3 Non-conventional Ways I Attempted to Make Friends:
What worked V.S. What didn’t
Moving to a new city is always so exciting and scary at the same time. You basically have to learn how to start over with everything. You have your own place and you need to buy furniture for it and put food in the fridge and you have these bills that you’re trying to keep track of and on top of THAT, you have to build a new life for yourself.
That means you gotta get some friends and you gotta get them pronto.
Being someone whose weirdness drives their every move, I decided that with a new city, I really had nothing to lose because nobody knew who the heck I was!! So why not try and make friends using all of the ways one might be considered a “weirdo.”

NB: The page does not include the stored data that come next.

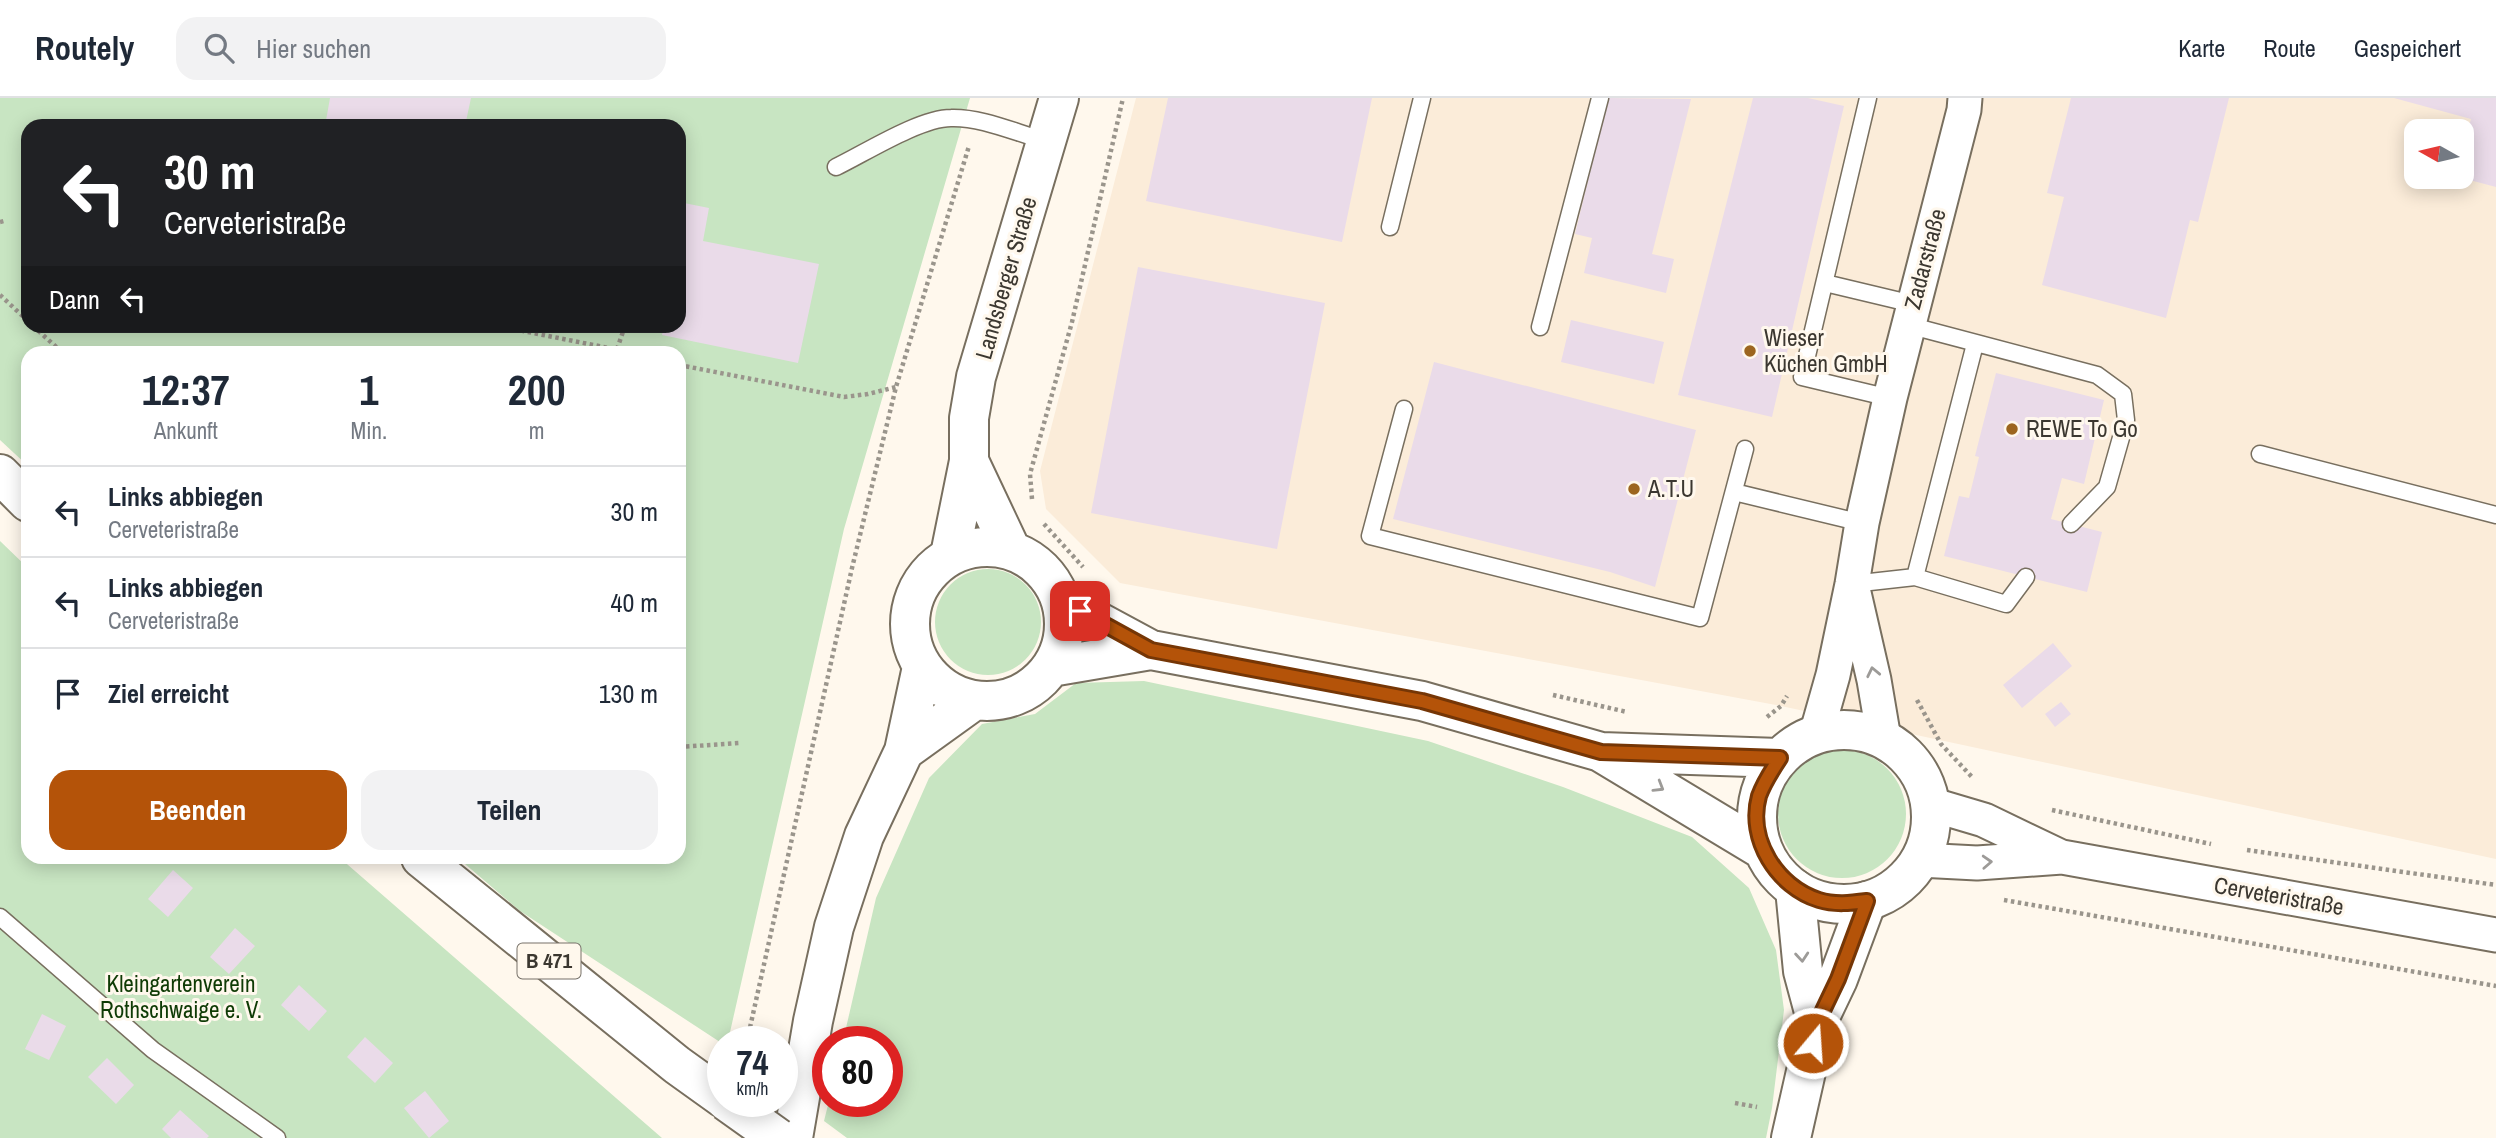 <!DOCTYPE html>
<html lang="de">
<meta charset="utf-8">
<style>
body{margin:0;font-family:"Archivo Narrow",sans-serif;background:#f2f2f3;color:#1f2937;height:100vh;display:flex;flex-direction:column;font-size:26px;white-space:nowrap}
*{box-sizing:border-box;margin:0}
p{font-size:23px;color:#747a83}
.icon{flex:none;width:38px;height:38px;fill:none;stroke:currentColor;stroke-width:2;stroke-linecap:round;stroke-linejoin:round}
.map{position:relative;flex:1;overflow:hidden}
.drawer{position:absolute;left:21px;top:248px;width:665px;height:518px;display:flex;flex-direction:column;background:#fff;border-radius:21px;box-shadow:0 4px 18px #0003}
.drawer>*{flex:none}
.banner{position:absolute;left:21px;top:21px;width:665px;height:214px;border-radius:21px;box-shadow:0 4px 18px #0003;background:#202124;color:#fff;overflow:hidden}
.needle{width:46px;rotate:278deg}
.buttons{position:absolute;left:2404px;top:21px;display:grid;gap:14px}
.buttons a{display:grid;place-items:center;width:70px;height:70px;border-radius:14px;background:#fff;box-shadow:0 4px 18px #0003;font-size:35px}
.speed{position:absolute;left:707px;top:928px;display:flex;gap:14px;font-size:35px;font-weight:700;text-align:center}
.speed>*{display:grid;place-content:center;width:91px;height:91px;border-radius:50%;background:#fff;box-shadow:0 4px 18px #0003;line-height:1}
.speed small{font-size:18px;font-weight:400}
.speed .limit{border:10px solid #d22;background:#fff;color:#111}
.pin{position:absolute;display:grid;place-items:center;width:60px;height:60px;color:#fff;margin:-30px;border-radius:14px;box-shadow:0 4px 10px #0006}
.me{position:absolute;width:77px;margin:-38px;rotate:18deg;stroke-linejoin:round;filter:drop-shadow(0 0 5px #0008)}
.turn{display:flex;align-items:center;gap:24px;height:147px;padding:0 28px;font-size:32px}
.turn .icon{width:91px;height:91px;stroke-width:2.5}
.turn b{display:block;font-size:49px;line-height:60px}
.then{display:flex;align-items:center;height:66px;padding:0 28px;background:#0003;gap:14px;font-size:26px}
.eta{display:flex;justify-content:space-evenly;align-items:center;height:119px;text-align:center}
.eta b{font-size:42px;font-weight:700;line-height:49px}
.cta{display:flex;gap:14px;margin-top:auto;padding:14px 28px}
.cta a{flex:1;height:80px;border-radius:21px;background:#b45309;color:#fff;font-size:28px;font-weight:700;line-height:80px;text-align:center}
.cta a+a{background:#f2f2f3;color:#1f2937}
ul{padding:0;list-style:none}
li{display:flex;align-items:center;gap:21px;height:91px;padding:0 28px;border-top:2px solid #e0e1e3}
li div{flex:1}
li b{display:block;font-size:26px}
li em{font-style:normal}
header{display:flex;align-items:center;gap:42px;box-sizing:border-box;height:98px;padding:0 35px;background:#fff;border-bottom:2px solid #e0e1e3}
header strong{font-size:33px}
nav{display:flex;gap:38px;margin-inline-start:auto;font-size:24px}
.search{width:490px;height:63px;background:#f2f2f3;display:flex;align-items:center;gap:18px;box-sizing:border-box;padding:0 24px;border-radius:21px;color:#747a83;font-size:26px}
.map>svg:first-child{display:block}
.commercial{fill:#fbecd9;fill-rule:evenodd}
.green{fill:#c8e5c2;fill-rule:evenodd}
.building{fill:#eadbe9}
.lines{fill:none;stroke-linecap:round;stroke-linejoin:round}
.service-casing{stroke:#786f5f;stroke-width:19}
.minor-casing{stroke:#786f5f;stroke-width:37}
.tertiary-casing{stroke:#786f5f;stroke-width:42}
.trunk-casing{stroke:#786f5f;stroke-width:42}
.path{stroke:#9a958c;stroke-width:4.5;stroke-dasharray:3.5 3.5;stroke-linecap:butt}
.service{stroke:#fff;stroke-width:16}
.minor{stroke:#fff;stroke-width:33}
.tertiary{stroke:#fff;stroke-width:38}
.trunk{stroke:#fff;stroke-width:38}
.trunk-bridge-casing{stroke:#786f5f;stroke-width:42;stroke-linecap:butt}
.trunk-bridge{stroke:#fff;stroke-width:38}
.oneway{stroke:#9d9b98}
.route-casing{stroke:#753606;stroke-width:18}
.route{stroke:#b45309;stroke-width:12}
.poi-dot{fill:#9c651f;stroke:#fff8ed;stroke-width:2.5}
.labels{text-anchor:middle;stroke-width:6;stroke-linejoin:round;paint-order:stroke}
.shield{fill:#fff8ed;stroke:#767169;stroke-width:2}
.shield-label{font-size:21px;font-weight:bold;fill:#3b3730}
.street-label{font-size:23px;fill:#3b3730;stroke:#fff8ed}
.poi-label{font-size:23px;fill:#3b3730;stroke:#fff8ed;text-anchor:start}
.park-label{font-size:23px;fill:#0f3b05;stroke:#fff8ed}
</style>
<header>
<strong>Routely</strong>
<div class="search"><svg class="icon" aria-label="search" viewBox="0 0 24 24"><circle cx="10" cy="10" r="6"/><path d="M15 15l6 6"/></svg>Hier suchen</div>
<nav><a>Karte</a><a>Route</a><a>Gespeichert</a></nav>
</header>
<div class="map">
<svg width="2496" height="1040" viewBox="0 0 2496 1040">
<rect width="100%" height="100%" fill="#fff8ed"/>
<!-- commercial -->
<path class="commercial" d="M1136 0H2496V761L1781 608 1120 485 1046 411 1040 373ZM2417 33H2462V79H2417Z"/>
<!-- green -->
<path class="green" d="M0 0H970L844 431 728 943H723V946L520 813 458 760H679V256H28V368L0 342ZM28 28H679V228H28Z
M0 443 28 470V760H340L662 1040H0Z
M935 524a53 53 0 1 1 106 0a53 53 0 1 1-106 0Z
M1144 583 1428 643 1563 689 1692 739 1749 790 1776 852 1784 912 1772 1010 1766 1040H847L824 1023 829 1003H887V943H843L876 800 929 680 982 626 1035 616 1076 585Z
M1778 716a64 64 0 1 1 128 0a64 64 0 1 1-128 0Z"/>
<!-- building -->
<path class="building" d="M330 0H471L465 28H325Z
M1168 0H1372L1342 144 1146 103Z
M1608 0 1691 1 1652 156 1674 161 1666 195 1584 175 1592 140 1575 136Z
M1753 0H1808L1844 8 1772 319 1678 297Z
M2071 0H2229L2198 124 2190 122 2166 220 2042 187 2064 99 2047 95Z
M2394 0H2496V89L2462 80V53L2471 21Z
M679 104 709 110 703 143 819 166 798 265 662 237 664 228H679Z
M1138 169 1325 205 1277 451 1091 415Z
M1571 222 1664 244 1654 286 1561 264Z
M1434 264 1696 332 1655 489 1610 474 1393 421Z
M1996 275 2104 302 2084 386 2062 380 2051 421 2102 434 2087 494 1944 458 1959 398 1969 400 1979 359 1975 358Z
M2053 545 2072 568 2022 610 2003 587Z
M2061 604 2071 616 2055 629 2045 616Z
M173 772 193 790 168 819 148 801Z
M235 830 255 848 229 876 210 859Z
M299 887 327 913 309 933 281 907Z
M42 916 66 928 49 962 25 951Z
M365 939 393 965 375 985 347 959Z
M107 960 134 987 116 1006 88 979Z
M425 993 449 1023 429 1040 404 1010Z
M180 1012 209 1038 207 1040H171L162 1031Z"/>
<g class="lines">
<!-- service casing -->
<g class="service-casing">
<path id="service" d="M1868 0 1802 279 1890 300
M836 69C865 55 920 20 951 20 982 19 1016 35 1046 43
M1390 129 1422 0
M1825 185 1913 206
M1908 227 2097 277 2123 296 2126 322 2107 389 2071 426
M1540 229 1600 0
M1404 311 1370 438 1700 520 1745 351
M2260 356 2496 417
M1734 394 1862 425
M1915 479 1975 246
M1852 486 1915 479 2006 506 2026 479
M0 819 153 952 277 1040"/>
</g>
<!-- minor casing -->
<g class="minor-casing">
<path id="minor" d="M1854 495 1874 582 1884 641
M1816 637 1833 577 1852 486 1862 425 1890 300 1964 12 1965 0
M1930 706 1984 722 2059 758
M1919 762 1977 765 2062 759 2496 837"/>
</g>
<!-- tertiary casing -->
<g class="tertiary-casing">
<path id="tertiary" d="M969 363 1011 452
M910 526a77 77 0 1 1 154 0a77 77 0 1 1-154 0Z
M950 457 969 363V320L976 279 1059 0
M1062 504 1151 552 1422 603 1601 654 1780 660
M1051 569 1151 552
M1757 719a87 87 0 1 1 174 0a87 87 0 1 1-174 0Z
M904 653 972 604
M1602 655 1763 752
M793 1040 813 923 834 829 864 738 904 653 922 569"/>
</g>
<!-- trunk casing -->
<g class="trunk-casing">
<path id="trunk" d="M0 376 28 404
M421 760 677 967 723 1000
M1795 791 1803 873 1817 925
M1791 1040 1817 925 1838 881 1867 803"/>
</g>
<!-- path -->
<path class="path" d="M0 124 4 123
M0 197 28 223
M33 228 64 256
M518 228V232L639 256
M617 251 625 228
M679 267 844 299 868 296 896 289
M1032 401 1030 376 1072 224 1123 0
M1044 426 1083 469
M1553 597 1627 614
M1917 602 1941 646 1972 679
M1767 619 1781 608 1787 598
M679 649 740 645
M2052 712 2211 746
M2247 752 2496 787
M2004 802 2496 888
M747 943 852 470 896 289 969 48
M1735 1005 1757 1009"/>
<!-- service -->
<use href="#service" class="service"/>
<!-- minor -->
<use href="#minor" class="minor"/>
<!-- tertiary -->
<use href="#tertiary" class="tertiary"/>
<!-- trunk -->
<use href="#trunk" class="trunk"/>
<!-- trunk-bridge casing -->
<g class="trunk-bridge-casing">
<path id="trunk-bridge" d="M726 1003 778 1040"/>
</g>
<!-- trunk-bridge -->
<use href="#trunk-bridge" class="trunk-bridge"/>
</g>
<!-- one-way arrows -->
<defs><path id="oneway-chevron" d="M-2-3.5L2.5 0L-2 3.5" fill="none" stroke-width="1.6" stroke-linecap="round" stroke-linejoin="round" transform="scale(1.75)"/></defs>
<g class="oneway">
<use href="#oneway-chevron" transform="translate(1873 574) rotate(-102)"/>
<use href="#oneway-chevron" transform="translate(1659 689) rotate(31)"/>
<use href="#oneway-chevron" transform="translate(1987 764) rotate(-3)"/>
<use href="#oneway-chevron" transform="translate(1802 859) rotate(85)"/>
</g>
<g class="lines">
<!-- route casing -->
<g class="route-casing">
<path id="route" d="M1080 513 1151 552 1422 603 1601 654 1780 660C1772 672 1764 684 1759 698 1747 741 1777 789 1819 802 1835 807 1851 805 1867 803L1838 881 1817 925 1813 945"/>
</g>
<!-- route -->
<use href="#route" class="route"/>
</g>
<!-- markers -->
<g class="poi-dot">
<circle cx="1750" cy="253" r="7"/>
<circle cx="2012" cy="331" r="7"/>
<circle cx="1634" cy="391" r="7"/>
</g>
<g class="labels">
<!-- shield labels -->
<rect class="shield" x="517.5" y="845.5" width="63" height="35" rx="5"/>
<g class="shield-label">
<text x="549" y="870">B 471</text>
</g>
<!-- street labels -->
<g class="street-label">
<text transform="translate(1925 161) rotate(-75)" y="8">Zadarstraße</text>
<text transform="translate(1006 180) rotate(-74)" y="8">Landsberger Straße</text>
<text transform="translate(2279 798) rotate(10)" y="8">Cerveteristraße</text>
</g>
<!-- poi labels -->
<g class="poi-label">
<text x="1764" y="248">Wieser<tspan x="1764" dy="26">Küchen GmbH</tspan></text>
<text x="2026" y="339">REWE To Go</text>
<text x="1648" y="399">A.T.U</text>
</g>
<!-- park labels -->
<g class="park-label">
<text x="181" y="894">Kleingartenverein<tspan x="181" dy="26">Rothschwaige e. V.</tspan></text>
</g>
</g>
</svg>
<div class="buttons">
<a><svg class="needle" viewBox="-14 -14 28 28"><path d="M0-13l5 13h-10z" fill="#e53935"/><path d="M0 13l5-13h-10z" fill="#747a83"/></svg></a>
</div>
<div class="speed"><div>74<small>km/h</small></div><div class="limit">80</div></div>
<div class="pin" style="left:1080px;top:513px;background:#d93025"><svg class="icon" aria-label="arrive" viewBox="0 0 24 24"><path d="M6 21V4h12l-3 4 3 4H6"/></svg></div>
<svg class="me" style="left:1813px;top:945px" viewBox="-20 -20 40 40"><circle r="17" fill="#b45309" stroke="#fff" stroke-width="3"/><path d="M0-11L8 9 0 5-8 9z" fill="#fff"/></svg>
<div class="banner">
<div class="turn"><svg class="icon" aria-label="left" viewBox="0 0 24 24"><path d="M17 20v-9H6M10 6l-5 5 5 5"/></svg><div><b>30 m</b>Cerveteristraße</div></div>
<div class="then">Dann<svg class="icon" aria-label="left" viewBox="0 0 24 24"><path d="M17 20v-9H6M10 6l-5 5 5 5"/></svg></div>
</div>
<section class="drawer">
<div class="eta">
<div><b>12:37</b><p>Ankunft</p></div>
<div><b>1</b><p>Min.</p></div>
<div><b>200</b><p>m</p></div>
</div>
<ul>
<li><svg class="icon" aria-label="left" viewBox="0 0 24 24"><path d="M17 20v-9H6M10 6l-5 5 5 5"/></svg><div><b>Links abbiegen</b><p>Cerveteristraße</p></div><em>30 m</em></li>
<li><svg class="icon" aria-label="left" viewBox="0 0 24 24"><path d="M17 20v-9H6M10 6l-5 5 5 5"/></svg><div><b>Links abbiegen</b><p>Cerveteristraße</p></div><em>40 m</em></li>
<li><svg class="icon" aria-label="arrive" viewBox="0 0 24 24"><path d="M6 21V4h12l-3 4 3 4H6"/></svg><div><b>Ziel erreicht</b></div><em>130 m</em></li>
</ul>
<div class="cta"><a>Beenden</a><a>Teilen</a></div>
</section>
</div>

I tried three different methods to make friends and here is what I learned from all of them:
1. The “Secret Not-So-Admirer”
Yes, you read that correctly. With this method, I simply spotted a car that had stickers on it that I thought were relatively compatible with things that I also enjoyed. I then proceeded to write a note to place on their car asking to be friends. Something short like, “Hey! Lets be friends you seem so cool lol,” with my Twitter and Instagram handles for a solid yet not too personal way to get in touch with me. A few short days later I had a new follower and a very nice Direct Message!! It was a guy from California and it definitely seemed like this could be the start of a solid friendship but at some point, I didn’t receive a follow up text from him and the friendship crashed in on itself like a dying star. What I expect happened, was the process of how weird it was of me to leave a note on his car finally hit him and he decided I might be crazy. BUT I did actually get him to contact me so would I do it again to someone else? YES! Just for shits and giggles most likely though. It was not so effective in the actual friendship making agenda.
2. The “Bait and Hook”
Alright, this one is honestly somewhat controversial because it is very similar to how modern day kidnappings happen. I live really close to a Central Market so one night I had walked to that Central Market to get some groceries and noticed two guys playing pool in the activity center of my apartment complex. I love pool and I like guys!! I ended up purchasing a tub of ice cream from Central Market for myself and while I was walking back I thought to myself, “how crazy would it be to ask them to eat this with me?” I have found that my life increases by 1,000 on the joy scale when I stop questioning everything I do and actually just do it! So I marched right into that activity center and said “y’all wanna split this ice cream?” We ended up having such a great time playing pool and eating ice cream and I learned that one of the guys actually works at my church! It was so great that I got to make that connection and to think I never would’ve met him if I hadn’t lured him into my mini van of friendship with my sweet sweet ice cream. Effective? 100%. It might be scary to just walk up to people you don’t know and ask to hang out but more times then not, it is so worth it!
3. Toilet Talk
This method is like pillow talk but instead of a room, it’s a bathroom, and instead of your partner, it’s the person in the stall next to you. Just as intimate, just as effective. It’s a moment where you are just so vulnerable and even though you are surrounded by metal walls, everyone knows what you’re doing in there. So why not talk about it and make it less weird, ya know? The woman in the stall next to me was actually such a slay queen. I could already tell just by our conversation. This method was actually one of my favorites because you get to have this deep conversation with someone and you don’t even know what they look like!! There was literally no way for prejudice to be present in this situation because to the two of us, we were just two girls on the pot sharing a convo about burgers. I actually did meet her outside of the stall and she was absolutely beautiful!! She had told me that she just moved from New Jersey and didn’t feel like she fit in yet and she was so happy that I started that conversation with her because it made her feel welcomed. I loved that so much! I hate to imagine that if I had just ignored her presence, she would’ve felt like the world around her was ignoring her presence all together. Again, this is by far my favorite method to use and I will definitely be using it again in the near future.
Overall, I loved this experience. Life can get kind of boring if you stick to the same routine every day. Even when it comes to making friends. When you step out of your way to talk to someone or contact someone in a non-conventional way, It can seriously boost the confidence of the person you’re trying to reach. All the people I met while doing this were so cool and so genuine and I know that I would not have gotten the pleasure to meet them and get to know them had I not stepped out of my own comfort zone for once.
To quote my favorite movie ever, “Life moves pretty fast. If you don’t stop to look around every once and awhile — you could miss it.”
Get out there and do something weird!